Note: For greater customizability, we recommend checking out LangGraph.

Here we provide an example of a custom XML Agent implementation, to give a sense for what create_xml_agent is doing under the hood.

from langchain.agents.output_parsers import XMLAgentOutputParser

API Reference:

XMLAgentOutputParser

# Logic for going from intermediate steps to a string to pass into model
# This is pretty tied to the prompt
def convert_intermediate_steps(intermediate_steps):
    log = ""
    for action, observation in intermediate_steps:
        log += (
            f"<tool>{action.tool}</tool><tool_input>{action.tool_input}"
            f"</tool_input><observation>{observation}</observation>"
        )
    return log


# Logic for converting tools to string to go in prompt
def convert_tools(tools):
    return "\n".join([f"{tool.name}: {tool.description}" for tool in tools])

Building an agent from a runnable usually involves a few things:

Data processing for the intermediate steps. These need to be represented in a way that the language model can recognize them.

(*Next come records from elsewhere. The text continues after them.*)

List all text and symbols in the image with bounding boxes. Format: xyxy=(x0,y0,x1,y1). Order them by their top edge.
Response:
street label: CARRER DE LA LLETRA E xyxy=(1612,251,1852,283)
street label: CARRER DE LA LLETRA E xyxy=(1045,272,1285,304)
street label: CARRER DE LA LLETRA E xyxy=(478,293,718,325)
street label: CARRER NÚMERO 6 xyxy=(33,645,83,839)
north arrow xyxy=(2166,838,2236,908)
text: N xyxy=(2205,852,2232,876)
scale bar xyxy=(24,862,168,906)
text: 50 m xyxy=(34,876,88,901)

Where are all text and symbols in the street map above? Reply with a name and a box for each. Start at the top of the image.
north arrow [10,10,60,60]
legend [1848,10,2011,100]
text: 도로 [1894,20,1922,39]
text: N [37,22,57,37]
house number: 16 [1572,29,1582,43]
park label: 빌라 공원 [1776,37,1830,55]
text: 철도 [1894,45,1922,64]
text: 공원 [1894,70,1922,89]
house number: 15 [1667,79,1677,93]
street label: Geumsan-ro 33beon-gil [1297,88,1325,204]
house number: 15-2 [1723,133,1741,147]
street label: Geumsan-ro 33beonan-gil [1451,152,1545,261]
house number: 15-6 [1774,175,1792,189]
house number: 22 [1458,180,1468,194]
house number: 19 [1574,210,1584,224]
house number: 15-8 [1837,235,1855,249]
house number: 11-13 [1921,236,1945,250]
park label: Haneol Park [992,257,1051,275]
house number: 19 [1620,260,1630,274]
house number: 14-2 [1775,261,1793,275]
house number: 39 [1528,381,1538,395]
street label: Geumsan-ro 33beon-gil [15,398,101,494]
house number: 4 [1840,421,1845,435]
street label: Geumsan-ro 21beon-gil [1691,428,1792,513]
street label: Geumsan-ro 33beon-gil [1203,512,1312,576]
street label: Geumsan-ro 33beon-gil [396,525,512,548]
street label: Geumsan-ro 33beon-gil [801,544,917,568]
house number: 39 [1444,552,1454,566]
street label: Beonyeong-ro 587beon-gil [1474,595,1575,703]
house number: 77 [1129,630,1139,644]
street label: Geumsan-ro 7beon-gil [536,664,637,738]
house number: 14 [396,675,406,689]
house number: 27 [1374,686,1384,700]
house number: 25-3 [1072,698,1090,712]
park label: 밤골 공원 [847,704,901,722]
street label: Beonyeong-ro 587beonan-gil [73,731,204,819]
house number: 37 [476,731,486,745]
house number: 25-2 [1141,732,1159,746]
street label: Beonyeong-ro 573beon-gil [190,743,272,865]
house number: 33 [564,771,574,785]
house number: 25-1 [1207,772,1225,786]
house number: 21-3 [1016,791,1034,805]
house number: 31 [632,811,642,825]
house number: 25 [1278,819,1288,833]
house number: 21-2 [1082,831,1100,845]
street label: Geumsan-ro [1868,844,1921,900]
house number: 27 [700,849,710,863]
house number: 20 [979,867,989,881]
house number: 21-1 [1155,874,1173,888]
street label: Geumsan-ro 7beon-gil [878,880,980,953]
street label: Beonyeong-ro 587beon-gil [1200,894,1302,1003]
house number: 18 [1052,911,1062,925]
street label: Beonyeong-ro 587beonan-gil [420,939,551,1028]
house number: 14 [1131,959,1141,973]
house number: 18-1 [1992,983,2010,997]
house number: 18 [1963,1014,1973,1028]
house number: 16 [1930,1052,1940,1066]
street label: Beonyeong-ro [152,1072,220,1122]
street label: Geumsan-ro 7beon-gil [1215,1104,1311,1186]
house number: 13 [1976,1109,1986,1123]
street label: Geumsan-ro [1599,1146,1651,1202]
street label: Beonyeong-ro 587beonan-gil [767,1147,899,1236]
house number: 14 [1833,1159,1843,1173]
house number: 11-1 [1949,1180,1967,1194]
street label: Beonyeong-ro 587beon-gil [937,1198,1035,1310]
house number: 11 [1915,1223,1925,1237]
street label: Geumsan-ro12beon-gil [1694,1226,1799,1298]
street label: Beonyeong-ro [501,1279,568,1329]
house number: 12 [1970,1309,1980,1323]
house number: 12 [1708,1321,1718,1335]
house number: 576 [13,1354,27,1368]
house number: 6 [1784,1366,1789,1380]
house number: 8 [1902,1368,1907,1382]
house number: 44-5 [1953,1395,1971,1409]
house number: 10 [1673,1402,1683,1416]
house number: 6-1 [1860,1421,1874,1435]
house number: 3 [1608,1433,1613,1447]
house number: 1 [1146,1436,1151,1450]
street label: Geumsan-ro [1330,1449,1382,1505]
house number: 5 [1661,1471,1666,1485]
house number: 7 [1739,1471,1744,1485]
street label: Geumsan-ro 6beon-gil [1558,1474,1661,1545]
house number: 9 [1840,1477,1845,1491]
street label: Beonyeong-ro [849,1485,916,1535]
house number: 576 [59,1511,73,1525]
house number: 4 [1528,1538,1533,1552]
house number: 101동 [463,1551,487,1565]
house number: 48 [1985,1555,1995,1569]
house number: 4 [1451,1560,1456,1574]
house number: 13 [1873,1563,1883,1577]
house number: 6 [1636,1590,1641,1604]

This should be pretty tightly coupled to the instructions in the prompt
The prompt itself
The model, complete with stop tokens if needed
The output parser - should be in sync with how the prompt specifies things to be formatted.

agent = (
    {
        "input": lambda x: x["input"],
        "agent_scratchpad": lambda x: convert_intermediate_steps(
            x["intermediate_steps"]
        ),
    }
    | prompt.partial(tools=convert_tools(tools))
    | llm.bind(stop=["</tool_input>", "</final_answer>"])
    | XMLAgentOutputParser()
)

agent_executor = AgentExecutor(agent=agent, tools=tools, verbose=True)

agent_executor.invoke({"input": "what is LangChain?"})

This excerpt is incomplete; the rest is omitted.